Home Page Digital Photography Sony DSC-D770 First Pictures / Mini-review |
Note: This review has been written after only a couple of hours of using the camera. Take all comments with a huge number of grains of salt. The picture at the right is from the Sony website.
Why did I buy yet another digital camera? Well, I'd just finished writing an article singing the praises of through-the-lens cameras, and pining for such a digital camera. No sooner had I written the article than the next day I saw that the Sony DSC-D770 was on sale. I had pretty much ignored it when it first came out due to its US$1,800 price tag. Now, though, I could pick one up for about US$800.
I looked at the specs: 5x zoom, TTL (through-the-lens) view, ISO adjustable to 400,
manual zoom and focus control, and decided that this was very nearly
the camera I had described. The only drawback was that its resolution
(1344 x 1024) was less than the 1600 x 1200 that I had become used to
with the Olympus 2000. Nonetheless,
it just seemed right to go back to a TTL camera, I figured that the
extra zoom might make up for the lesser number of pixels, and the
price was right.
When you unpack the box, you see a cardboard flap that says, Please read the instruction manual. In fact, Sony has figured out a way to give you an incentive to do so.

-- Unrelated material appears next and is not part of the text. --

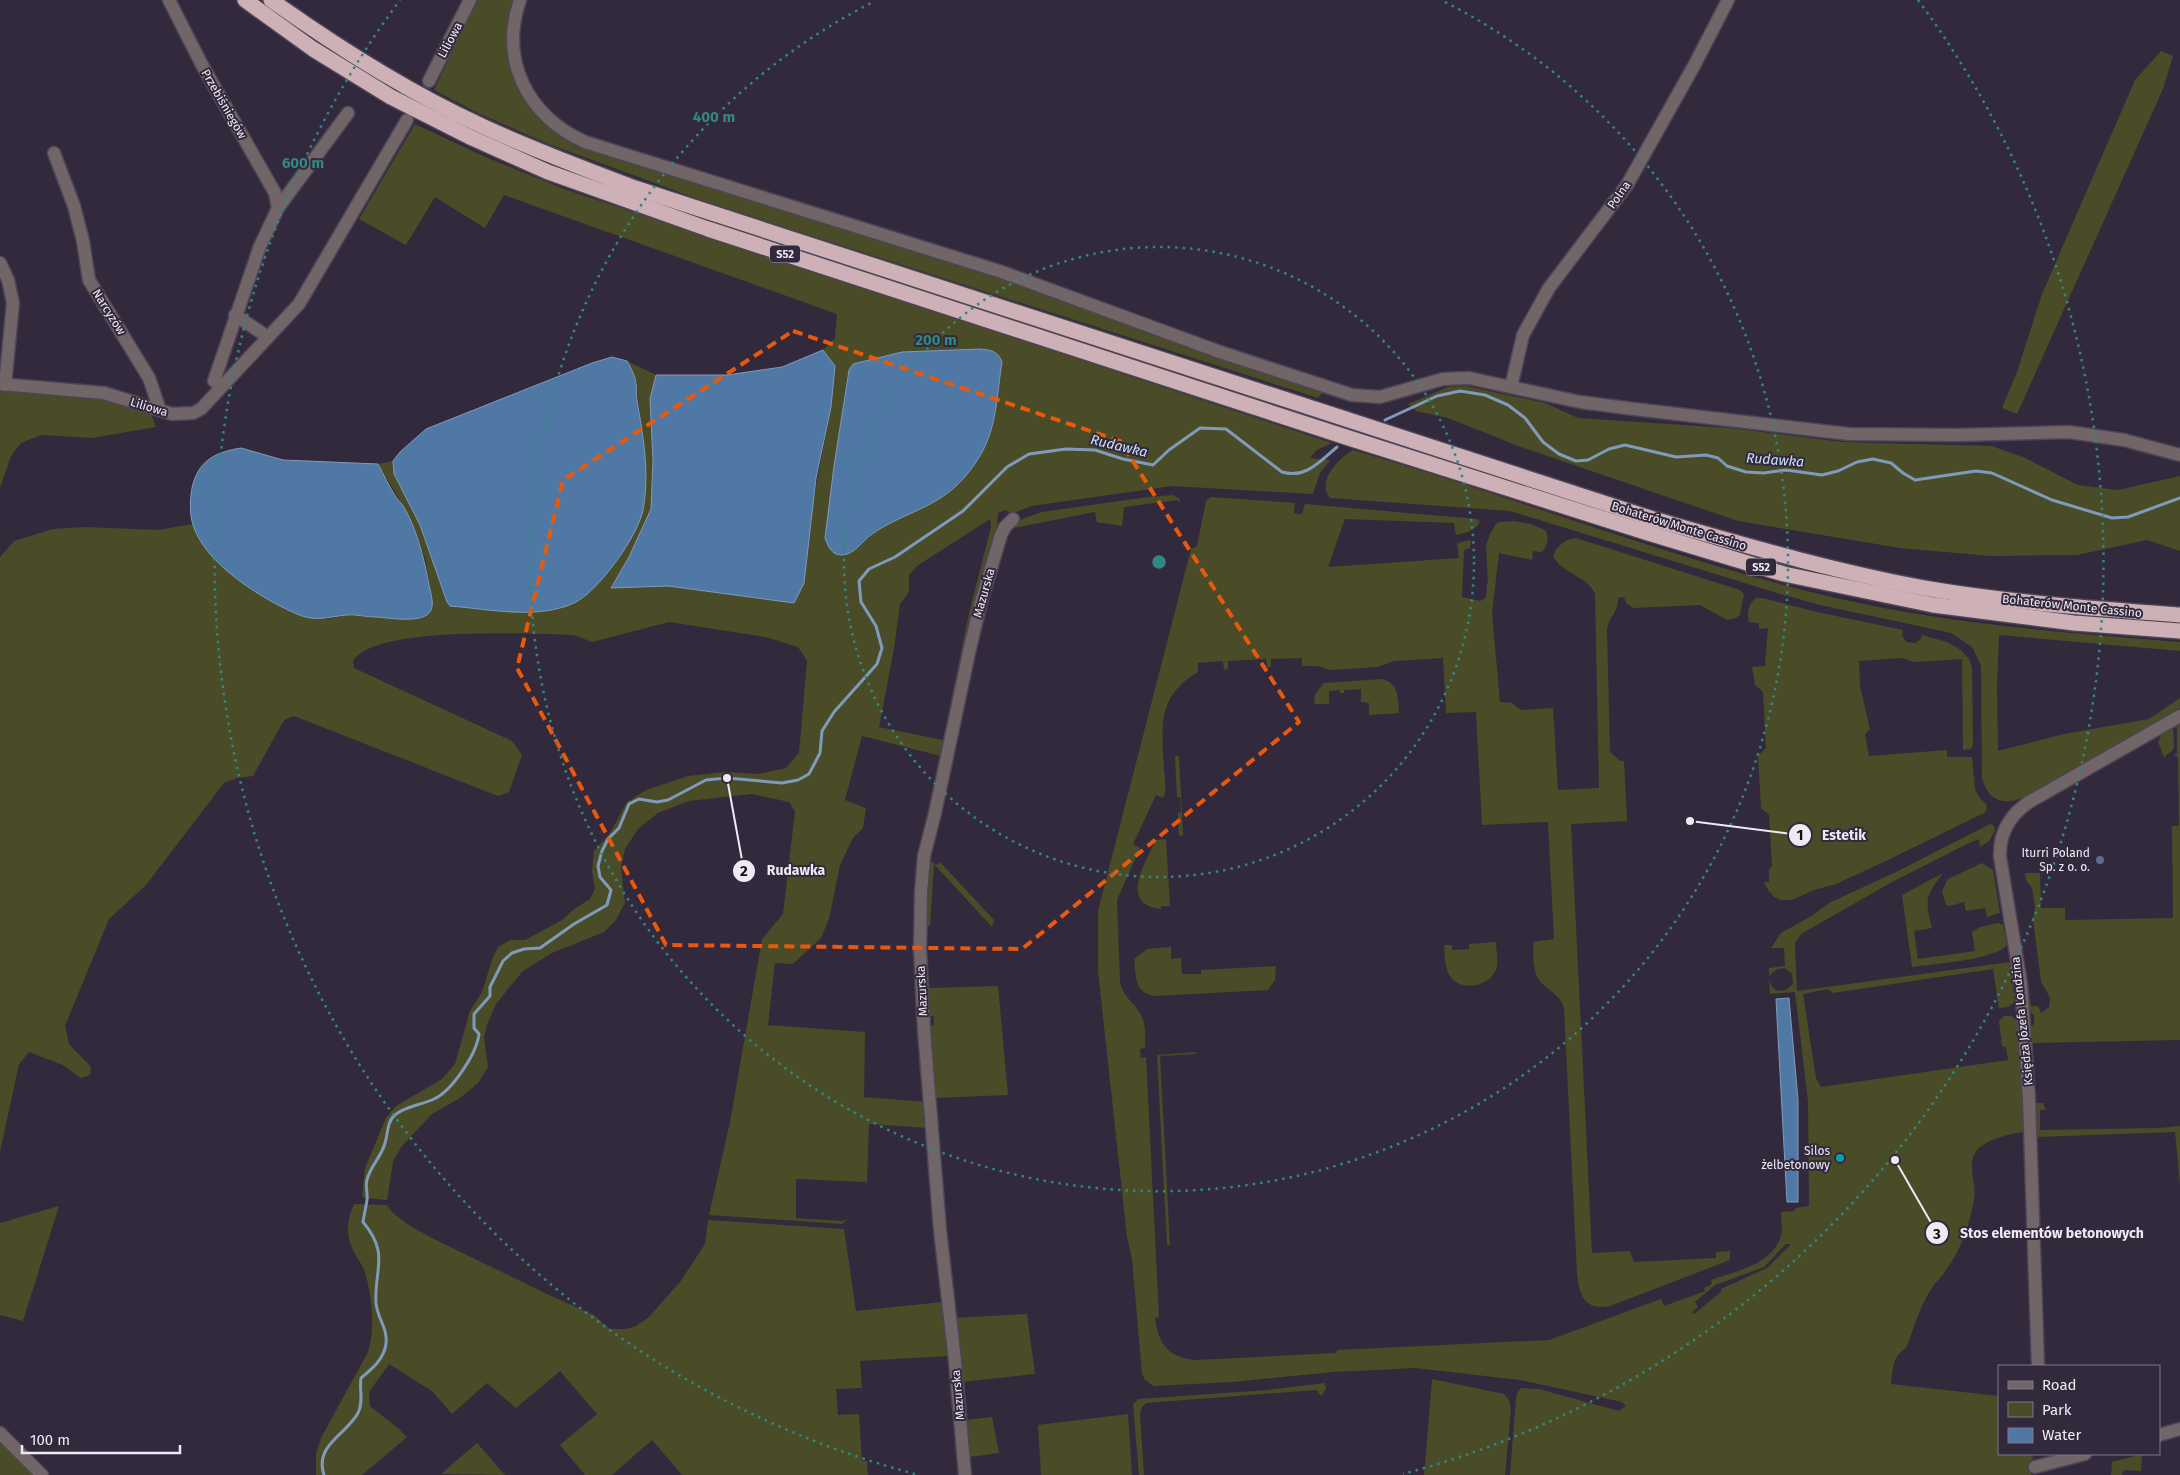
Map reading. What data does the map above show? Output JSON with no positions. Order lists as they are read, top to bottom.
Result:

This camera uses a Sony InfoLITHIUM tm battery; it can tell the camera about the battery's power consumption. The camera came with one battery and a charger. You have to charge the battery before you can use the camera. That takes about three hours, and with nothing better to do, you'll naturally start reading the instructions. You really will want to do this to familiarize yourself with all the things that you can control manually on the D770. (If you're used to SLR cameras, this won't be a big deal; if you're used to point-and-shoot, your new options can seem dizzyingly complex.)
After having skimmed through the manual, I set up the card reader and did some other work until the battery charged. The only puzzling part of the manual was the reference to the button lithium battery which is supposed to keep the camera's clock running even when the main battery is taken out. The packaging included such a battery, but there were no instructions telling how it was to be put into the camera. There must have been a battery in there already, though, since when I put in the main battery, the camera came up with the correct date and time.
Note (19 May 2000): I'm not a doofus, but I play one on the web. Thanks to several correspondents who have told me that the clock battery is wired inside the camera; the button battery is for the remote control, whose presence I had totally forgotten.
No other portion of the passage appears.